= Instructions for the task =
Repeat the whole listing, keeping each line as it is.

= Data to use =

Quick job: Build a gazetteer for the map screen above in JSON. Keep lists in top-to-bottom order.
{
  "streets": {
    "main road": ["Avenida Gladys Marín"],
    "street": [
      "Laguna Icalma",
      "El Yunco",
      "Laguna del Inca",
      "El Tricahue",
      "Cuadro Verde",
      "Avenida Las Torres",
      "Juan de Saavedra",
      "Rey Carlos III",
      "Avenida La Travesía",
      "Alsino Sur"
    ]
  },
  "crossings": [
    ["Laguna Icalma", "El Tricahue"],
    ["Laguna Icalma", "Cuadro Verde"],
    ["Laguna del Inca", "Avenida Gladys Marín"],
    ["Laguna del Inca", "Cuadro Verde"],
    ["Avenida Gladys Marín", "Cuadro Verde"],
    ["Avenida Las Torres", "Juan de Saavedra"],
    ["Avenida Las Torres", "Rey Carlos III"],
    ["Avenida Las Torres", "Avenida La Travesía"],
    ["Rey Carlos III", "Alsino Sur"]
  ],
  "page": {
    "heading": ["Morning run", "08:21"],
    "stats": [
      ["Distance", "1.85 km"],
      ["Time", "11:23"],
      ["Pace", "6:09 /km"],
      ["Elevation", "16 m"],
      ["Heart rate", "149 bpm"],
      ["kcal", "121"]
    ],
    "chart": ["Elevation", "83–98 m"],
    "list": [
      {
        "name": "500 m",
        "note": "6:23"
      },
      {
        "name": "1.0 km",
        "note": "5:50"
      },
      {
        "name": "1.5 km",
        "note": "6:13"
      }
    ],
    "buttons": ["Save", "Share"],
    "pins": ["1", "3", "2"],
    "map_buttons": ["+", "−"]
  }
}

= Solution for this problem =
Quick job: Build a gazetteer for the map screen above in JSON. Keep lists in top-to-bottom order.
{
  "streets": {
    "main road": ["Avenida Gladys Marín"],
    "street": [
      "Laguna Icalma",
      "El Yunco",
      "Laguna del Inca",
      "El Tricahue",
      "Cuadro Verde",
      "Avenida Las Torres",
      "Juan de Saavedra",
      "Rey Carlos III",
      "Avenida La Travesía",
      "Alsino Sur"
    ]
  },
  "crossings": [
    ["Laguna Icalma", "El Tricahue"],
    ["Laguna Icalma", "Cuadro Verde"],
    ["Laguna del Inca", "Avenida Gladys Marín"],
    ["Laguna del Inca", "Cuadro Verde"],
    ["Avenida Gladys Marín", "Cuadro Verde"],
    ["Avenida Las Torres", "Juan de Saavedra"],
    ["Avenida Las Torres", "Rey Carlos III"],
    ["Avenida Las Torres", "Avenida La Travesía"],
    ["Rey Carlos III", "Alsino Sur"]
  ],
  "page": {
    "heading": ["Morning run", "08:21"],
    "stats": [
      ["Distance", "1.85 km"],
      ["Time", "11:23"],
      ["Pace", "6:09 /km"],
      ["Elevation", "16 m"],
      ["Heart rate", "149 bpm"],
      ["kcal", "121"]
    ],
    "chart": ["Elevation", "83–98 m"],
    "list": [
      {
        "name": "500 m",
        "note": "6:23"
      },
      {
        "name": "1.0 km",
        "note": "5:50"
      },
      {
        "name": "1.5 km",
        "note": "6:13"
      }
    ],
    "buttons": ["Save", "Share"],
    "pins": ["1", "3", "2"],
    "map_buttons": ["+", "−"]
  }
}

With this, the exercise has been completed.